For basic LAMP there's no special requirements, you require a bunch of libs (imagick, ffmpeg, etc) and from there is just bind the website to the public path. To learn about the HTTP server requirements you can check from line 6: https://github.com/chevereto/docker/blob/4.1/Dockerfile#L6
Perhaps for video uploading you will require to increase the post limits, the usual stuff.
-
@rodber Having multiple packages is fine but in some ways this is your choice to make (we follow whatever the upstream app requires).
It's fine if both the editions are different but still data compatible. If the editions are data compatible, maybe it makes sense to have a single package that has the code for both. This way a user starts with the free edition. Then later when they provide a license the package can switch to the paid edition. This is how we do it for apps like mattermost which have the team edition and enterprise in one package (in mattermost case, the data is compatible and they have documented how to migrate between editions).
I think the important thing for cloudron package itself is: we need to be able to pin the app to a specific version. This, in turn, means that the app source needs to be "available" at build time and not at install time.
-
Open Source edition is available through public registry (GitHub CR, DockerHub).
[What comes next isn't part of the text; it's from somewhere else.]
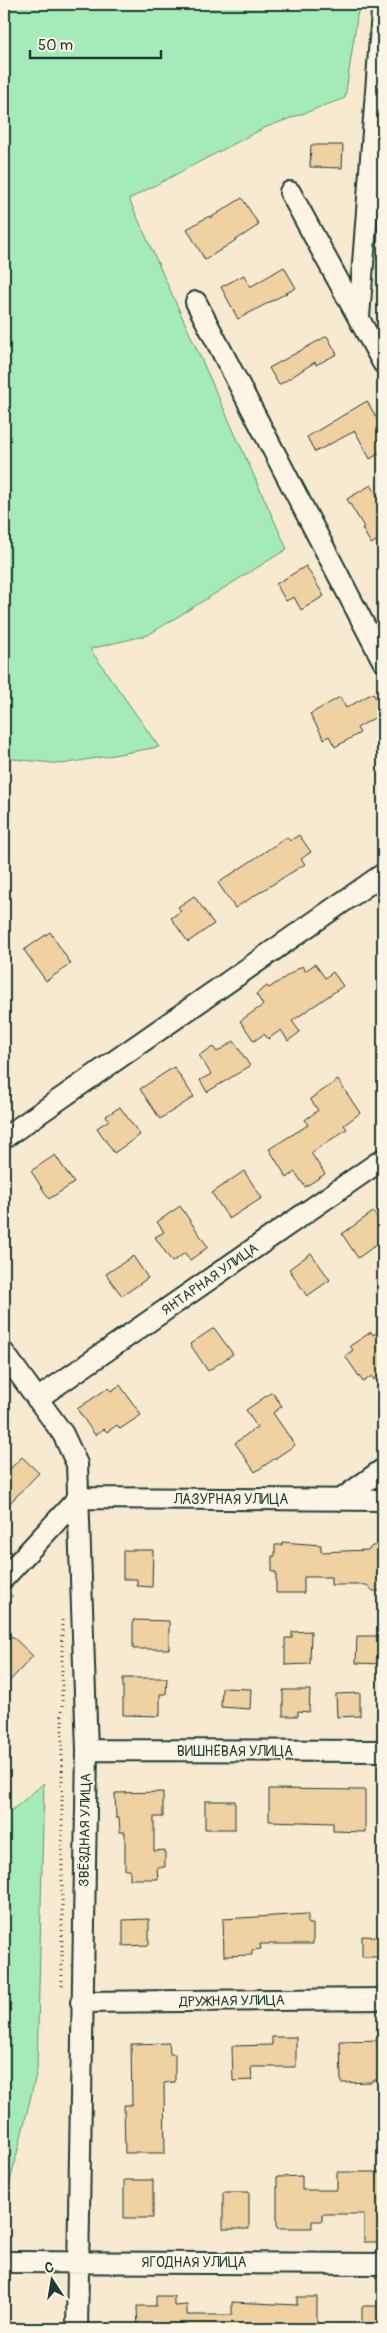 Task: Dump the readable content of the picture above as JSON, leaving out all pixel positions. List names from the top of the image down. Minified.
{"streets":{"street":["ЯНТАРНАЯ УЛИЦА","ЛАЗУРНАЯ УЛИЦА","ВИШНЁВАЯ УЛИЦА","ЗВЁЗДНАЯ УЛИЦА","ДРУЖНАЯ УЛИЦА","ЯГОДНАЯ УЛИЦА"]},"crossings":[["ЯНТАРНАЯ УЛИЦА","ЗВЁЗДНАЯ УЛИЦА"],["ЛАЗУРНАЯ УЛИЦА","ЗВЁЗДНАЯ УЛИЦА"],["ВИШНЁВАЯ УЛИЦА","ЗВЁЗДНАЯ УЛИЦА"],["ЗВЁЗДНАЯ УЛИЦА","ДРУЖНАЯ УЛИЦА"],["ЗВЁЗДНАЯ УЛИЦА","ЯГОДНАЯ УЛИЦА"]],"scale_bar":"50 m","north":"top"}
For the paid editions you need to build locally as we don't have a private container registry yet.
To access the proprietary code users provide the license key in some build process that I streamlined for them. They fill some env file and the thing does the building for them. Here the pure docker builder: https://github.com/chevereto/docker/blob/4.1/docs/PURE-DOCKER.md#build-image
-
Thanks for the info on that. I don't think this will work on Cloudron though, as apps run in a read-only filesystem for various reasons so building the app assets within the running container will probably not work then.
Also for further context, Cloudron does not use upstream docker images. We use docker as a container runtime, but in order to provide tested updates, we build our own images with various constraints to keep things manageable, so even if a private registry would exist, we can't use those currently.
Not sure how to proceed here then and if it makes any sense for you to proceed with only the free version as a package as that wouldn't really give you much incentive as it is without a potential path for the users to get the full version
-
Go ahead with the Open Source edition only. Need an incentive?: This means giving another app for your users.
What happened here is that you saw paid software and you want a piece of the action. I gave you options you gave me less, no big deal.
Here's how it's made: Reach me when you get 100 users running the Open Source edition I will grant you an exclusive license to host Chevereto Lite (not yet released) for free for your users during a year. After that let's settle a license fee that will keep you competitive. If you want to keep talking business of course.
-
I feel I wrongly framed my answer. This was not intended to seek out an incentive on our side. More like explaining and also asking, if we package the open source edition only, if this somehow conflicts with your view on this. Our goal is not to sell or resell apps, but the platform/runtime to run them, so where possible we try to understand the views of the upstream authors like yourself.
Due to the constraints on our platform side, we always take the responsibility on the app packages itself, didn't intend to make it sound like the work will be on your side.